__What to produce__. Which lines of the entries below contain the string "Manzil"? Copy each one.

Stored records
'''

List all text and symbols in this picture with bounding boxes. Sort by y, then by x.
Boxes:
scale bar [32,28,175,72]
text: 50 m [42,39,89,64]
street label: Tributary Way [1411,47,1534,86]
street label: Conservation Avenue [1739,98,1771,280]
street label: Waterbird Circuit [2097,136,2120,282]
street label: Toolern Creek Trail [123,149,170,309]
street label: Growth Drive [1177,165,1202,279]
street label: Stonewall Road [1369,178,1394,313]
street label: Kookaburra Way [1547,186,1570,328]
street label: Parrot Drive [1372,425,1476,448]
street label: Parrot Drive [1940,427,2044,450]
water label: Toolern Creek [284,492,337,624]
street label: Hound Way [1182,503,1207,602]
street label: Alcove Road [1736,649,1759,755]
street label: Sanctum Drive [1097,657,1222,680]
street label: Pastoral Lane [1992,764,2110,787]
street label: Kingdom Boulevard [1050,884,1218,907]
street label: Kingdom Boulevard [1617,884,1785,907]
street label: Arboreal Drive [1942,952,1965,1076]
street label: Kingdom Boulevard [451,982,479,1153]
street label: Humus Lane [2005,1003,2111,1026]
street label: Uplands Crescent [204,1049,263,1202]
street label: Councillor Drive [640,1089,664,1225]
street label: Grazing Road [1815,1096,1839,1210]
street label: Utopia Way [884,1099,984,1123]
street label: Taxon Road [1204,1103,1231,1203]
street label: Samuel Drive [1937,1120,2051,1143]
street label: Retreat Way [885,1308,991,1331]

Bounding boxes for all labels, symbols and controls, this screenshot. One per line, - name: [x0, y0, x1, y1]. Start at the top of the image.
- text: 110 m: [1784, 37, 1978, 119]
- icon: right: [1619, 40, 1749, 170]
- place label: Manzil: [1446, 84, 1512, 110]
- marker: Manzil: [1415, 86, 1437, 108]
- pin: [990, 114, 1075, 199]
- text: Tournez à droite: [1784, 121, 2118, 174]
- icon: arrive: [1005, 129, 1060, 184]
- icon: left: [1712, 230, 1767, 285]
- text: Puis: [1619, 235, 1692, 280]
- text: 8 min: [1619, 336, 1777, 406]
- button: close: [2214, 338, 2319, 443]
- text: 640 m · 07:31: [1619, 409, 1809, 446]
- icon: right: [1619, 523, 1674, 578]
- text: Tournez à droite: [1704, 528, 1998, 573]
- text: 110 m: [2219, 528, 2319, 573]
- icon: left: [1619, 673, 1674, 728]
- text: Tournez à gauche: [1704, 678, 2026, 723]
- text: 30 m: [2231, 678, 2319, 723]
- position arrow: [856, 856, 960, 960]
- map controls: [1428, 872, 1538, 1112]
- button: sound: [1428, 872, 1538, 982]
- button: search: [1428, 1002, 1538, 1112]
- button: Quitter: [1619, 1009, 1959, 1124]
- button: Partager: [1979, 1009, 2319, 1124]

'''

__Task answer__.
- place label: Manzil: [1446, 84, 1512, 110]
- marker: Manzil: [1415, 86, 1437, 108]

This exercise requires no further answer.